## DIRECTIONS FOR THIS TASK
Find the line that contains "stroke(secondary, '#858891', 5.5);". Restate it and each following line exactly, through the end of the records.

## Records contained in a dataset
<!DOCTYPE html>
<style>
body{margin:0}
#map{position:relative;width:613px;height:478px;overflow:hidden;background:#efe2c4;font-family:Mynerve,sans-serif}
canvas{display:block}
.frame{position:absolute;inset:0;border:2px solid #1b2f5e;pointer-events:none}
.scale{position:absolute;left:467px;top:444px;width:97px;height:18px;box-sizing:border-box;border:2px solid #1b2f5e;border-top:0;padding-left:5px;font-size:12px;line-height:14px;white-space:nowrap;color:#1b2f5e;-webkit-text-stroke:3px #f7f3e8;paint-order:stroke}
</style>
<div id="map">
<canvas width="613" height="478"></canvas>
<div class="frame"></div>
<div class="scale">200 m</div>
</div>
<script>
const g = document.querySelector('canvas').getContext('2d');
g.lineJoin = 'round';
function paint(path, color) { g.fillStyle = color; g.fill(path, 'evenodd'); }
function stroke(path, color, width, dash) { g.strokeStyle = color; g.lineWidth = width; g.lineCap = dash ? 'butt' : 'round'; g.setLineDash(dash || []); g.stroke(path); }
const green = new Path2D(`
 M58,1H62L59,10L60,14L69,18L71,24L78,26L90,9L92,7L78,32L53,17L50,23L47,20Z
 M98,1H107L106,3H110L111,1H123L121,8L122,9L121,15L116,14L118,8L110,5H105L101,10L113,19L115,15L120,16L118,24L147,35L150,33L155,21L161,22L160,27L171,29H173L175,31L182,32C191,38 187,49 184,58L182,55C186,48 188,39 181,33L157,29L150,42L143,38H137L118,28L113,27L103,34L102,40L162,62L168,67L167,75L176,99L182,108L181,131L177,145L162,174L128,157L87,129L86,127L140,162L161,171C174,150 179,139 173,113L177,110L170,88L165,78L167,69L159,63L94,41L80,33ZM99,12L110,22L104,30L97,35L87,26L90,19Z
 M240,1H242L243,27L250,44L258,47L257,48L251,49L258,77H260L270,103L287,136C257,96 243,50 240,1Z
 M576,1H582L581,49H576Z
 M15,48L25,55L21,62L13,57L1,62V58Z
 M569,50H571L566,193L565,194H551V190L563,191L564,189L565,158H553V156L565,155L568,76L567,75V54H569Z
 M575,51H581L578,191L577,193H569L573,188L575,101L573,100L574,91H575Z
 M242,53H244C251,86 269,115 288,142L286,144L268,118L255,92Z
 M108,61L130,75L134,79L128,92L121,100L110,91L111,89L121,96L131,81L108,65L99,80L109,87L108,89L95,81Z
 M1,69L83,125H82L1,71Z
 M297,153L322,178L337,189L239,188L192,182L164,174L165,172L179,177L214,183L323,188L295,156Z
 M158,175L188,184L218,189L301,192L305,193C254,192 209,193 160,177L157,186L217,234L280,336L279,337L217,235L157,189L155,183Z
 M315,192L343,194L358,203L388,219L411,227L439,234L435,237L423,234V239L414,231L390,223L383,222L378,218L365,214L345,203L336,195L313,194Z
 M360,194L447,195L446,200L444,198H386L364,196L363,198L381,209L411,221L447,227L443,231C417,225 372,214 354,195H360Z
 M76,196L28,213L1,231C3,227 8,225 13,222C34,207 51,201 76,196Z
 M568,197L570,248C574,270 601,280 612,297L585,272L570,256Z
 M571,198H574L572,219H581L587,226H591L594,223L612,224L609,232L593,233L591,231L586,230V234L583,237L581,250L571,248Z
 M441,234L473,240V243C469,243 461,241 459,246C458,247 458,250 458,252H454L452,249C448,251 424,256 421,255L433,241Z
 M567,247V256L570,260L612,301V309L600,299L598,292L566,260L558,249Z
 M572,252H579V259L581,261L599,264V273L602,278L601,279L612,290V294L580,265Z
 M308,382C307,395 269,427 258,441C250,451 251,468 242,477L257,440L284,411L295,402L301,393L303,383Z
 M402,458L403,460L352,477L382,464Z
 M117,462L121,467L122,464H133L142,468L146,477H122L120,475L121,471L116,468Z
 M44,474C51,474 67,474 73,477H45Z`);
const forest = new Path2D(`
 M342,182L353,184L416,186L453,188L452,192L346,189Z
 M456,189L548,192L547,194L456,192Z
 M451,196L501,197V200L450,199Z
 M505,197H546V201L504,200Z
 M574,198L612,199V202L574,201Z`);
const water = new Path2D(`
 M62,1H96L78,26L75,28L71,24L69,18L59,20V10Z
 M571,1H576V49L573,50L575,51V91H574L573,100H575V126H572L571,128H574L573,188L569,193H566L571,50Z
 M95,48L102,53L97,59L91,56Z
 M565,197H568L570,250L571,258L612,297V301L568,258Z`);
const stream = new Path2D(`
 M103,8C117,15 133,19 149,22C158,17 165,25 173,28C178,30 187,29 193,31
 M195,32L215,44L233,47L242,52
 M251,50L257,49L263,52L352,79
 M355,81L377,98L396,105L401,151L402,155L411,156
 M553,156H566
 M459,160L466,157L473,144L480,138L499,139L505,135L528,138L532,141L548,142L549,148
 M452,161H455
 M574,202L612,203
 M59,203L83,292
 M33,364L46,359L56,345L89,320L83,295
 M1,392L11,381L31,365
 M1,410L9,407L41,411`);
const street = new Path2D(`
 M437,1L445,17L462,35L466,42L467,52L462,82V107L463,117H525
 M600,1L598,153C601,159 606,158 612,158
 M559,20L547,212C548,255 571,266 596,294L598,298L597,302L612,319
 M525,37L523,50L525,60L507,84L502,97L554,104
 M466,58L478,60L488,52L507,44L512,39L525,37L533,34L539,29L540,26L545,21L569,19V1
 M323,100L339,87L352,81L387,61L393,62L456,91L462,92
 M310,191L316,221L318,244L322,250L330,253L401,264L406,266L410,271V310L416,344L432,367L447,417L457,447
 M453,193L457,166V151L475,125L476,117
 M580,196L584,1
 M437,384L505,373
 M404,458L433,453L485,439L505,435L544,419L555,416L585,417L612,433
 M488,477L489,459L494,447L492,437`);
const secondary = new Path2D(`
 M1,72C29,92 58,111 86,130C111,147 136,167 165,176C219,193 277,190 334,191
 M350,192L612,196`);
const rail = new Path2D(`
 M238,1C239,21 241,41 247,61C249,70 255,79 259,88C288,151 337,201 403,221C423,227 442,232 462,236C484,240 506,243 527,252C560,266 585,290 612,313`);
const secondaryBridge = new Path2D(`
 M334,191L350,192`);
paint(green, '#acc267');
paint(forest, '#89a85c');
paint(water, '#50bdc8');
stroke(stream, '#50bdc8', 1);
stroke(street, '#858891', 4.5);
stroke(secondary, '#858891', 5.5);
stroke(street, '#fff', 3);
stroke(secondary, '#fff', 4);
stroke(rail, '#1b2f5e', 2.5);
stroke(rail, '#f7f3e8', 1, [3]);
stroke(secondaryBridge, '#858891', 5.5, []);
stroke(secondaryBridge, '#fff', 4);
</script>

## TASK RESPONSE
stroke(secondary, '#858891', 5.5);
stroke(street, '#fff', 3);
stroke(secondary, '#fff', 4);
stroke(rail, '#1b2f5e', 2.5);
stroke(rail, '#f7f3e8', 1, [3]);
stroke(secondaryBridge, '#858891', 5.5, []);
stroke(secondaryBridge, '#fff', 4);
</script>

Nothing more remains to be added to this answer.